## [Action item]
Starting at the top line and ending at the bottom one, repeat the entries exactly and drop every picture.

## [Records for this task]
* * * * * * *

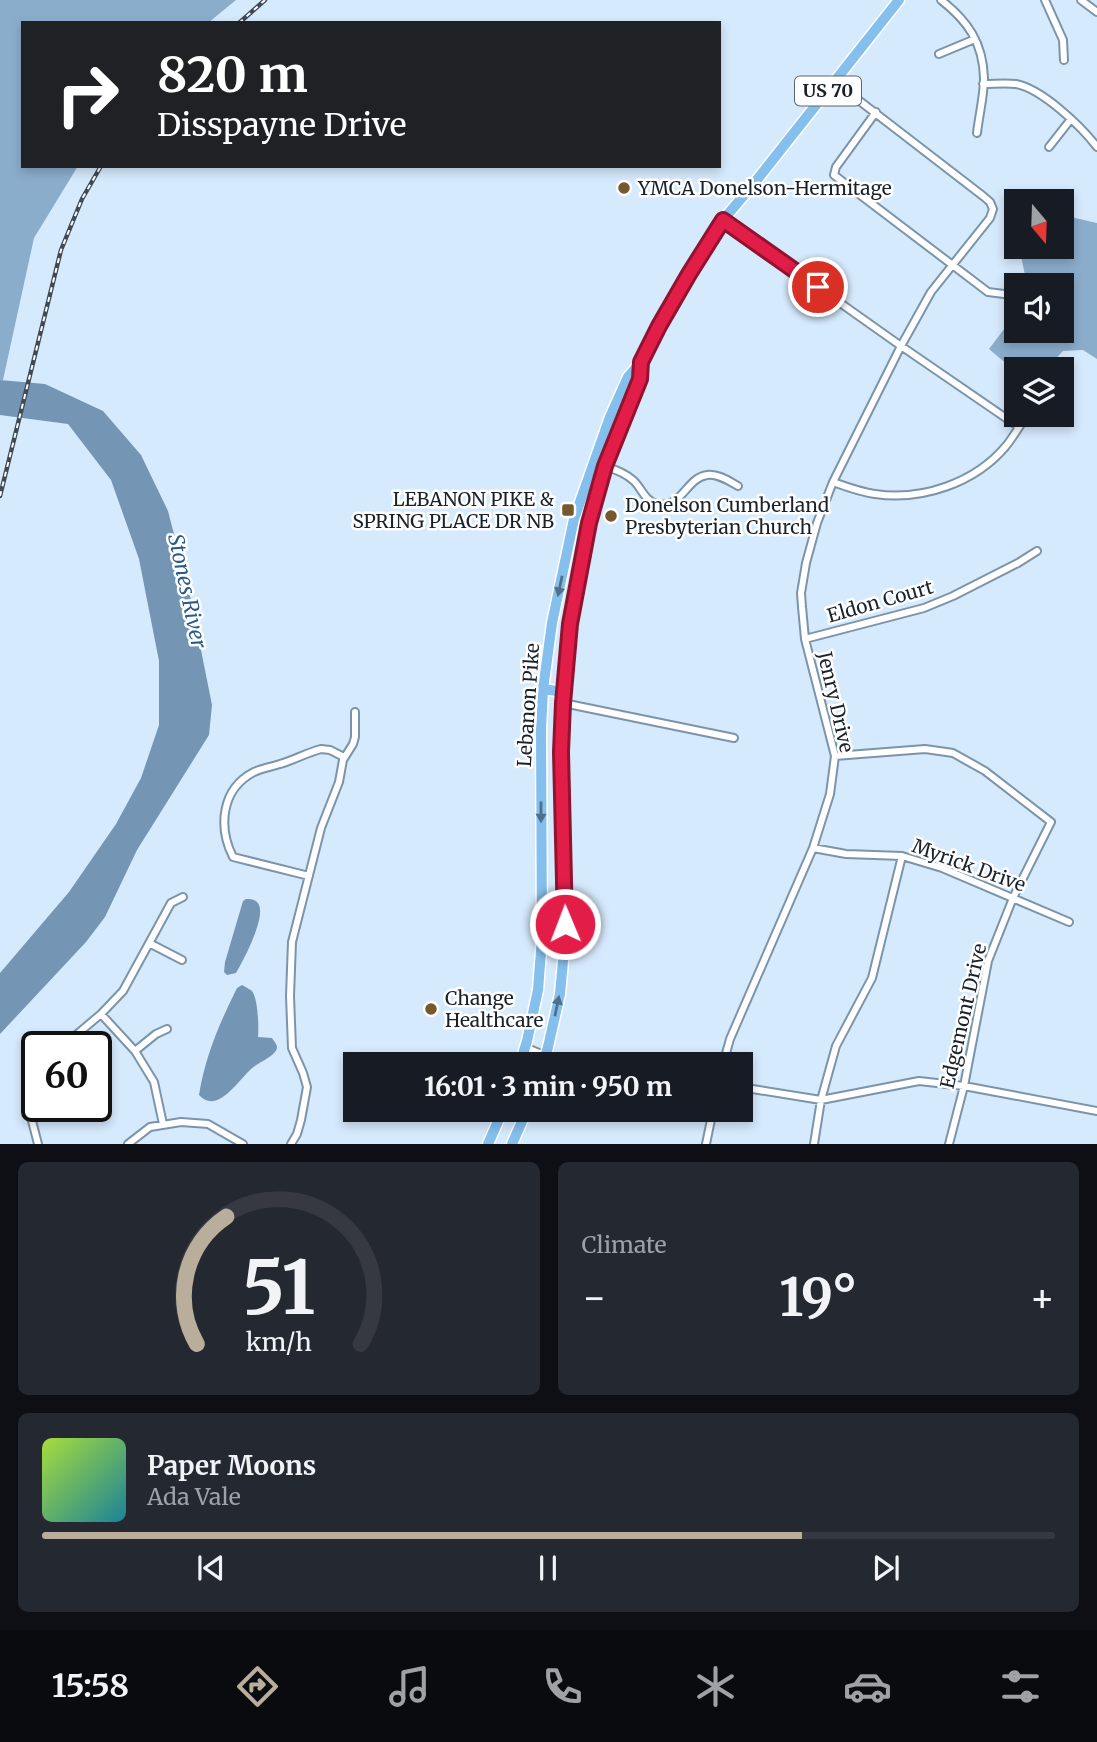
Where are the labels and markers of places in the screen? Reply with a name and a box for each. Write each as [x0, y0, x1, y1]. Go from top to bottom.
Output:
place label: YMCA Donelson-Hermitage [637, 176, 892, 200]
marker: YMCA Donelson-Hermitage [616, 180, 632, 196]
pin [788, 257, 848, 317]
place label: LEBANON PIKE & SPRING PLACE DR NB [352, 487, 555, 533]
place label: Donelson Cumberland Presbyterian Church [625, 493, 829, 539]
marker: LEBANON PIKE & SPRING PLACE DR NB [560, 502, 576, 518]
marker: Donelson Cumberland Presbyterian Church [603, 508, 619, 524]
place label: Change Healthcare [445, 986, 543, 1032]
marker: Change Healthcare [423, 1001, 439, 1017]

* * * * * * *

## [Written solution]
Where are the labels and markers of places in the screen? Reply with a name and a box for each. Write each as [x0, y0, x1, y1]. Go from top to bottom.
Output:
place label: YMCA Donelson-Hermitage [637, 176, 892, 200]
marker: YMCA Donelson-Hermitage [616, 180, 632, 196]
pin [788, 257, 848, 317]
place label: LEBANON PIKE & SPRING PLACE DR NB [352, 487, 555, 533]
place label: Donelson Cumberland Presbyterian Church [625, 493, 829, 539]
marker: LEBANON PIKE & SPRING PLACE DR NB [560, 502, 576, 518]
marker: Donelson Cumberland Presbyterian Church [603, 508, 619, 524]
place label: Change Healthcare [445, 986, 543, 1032]
marker: Change Healthcare [423, 1001, 439, 1017]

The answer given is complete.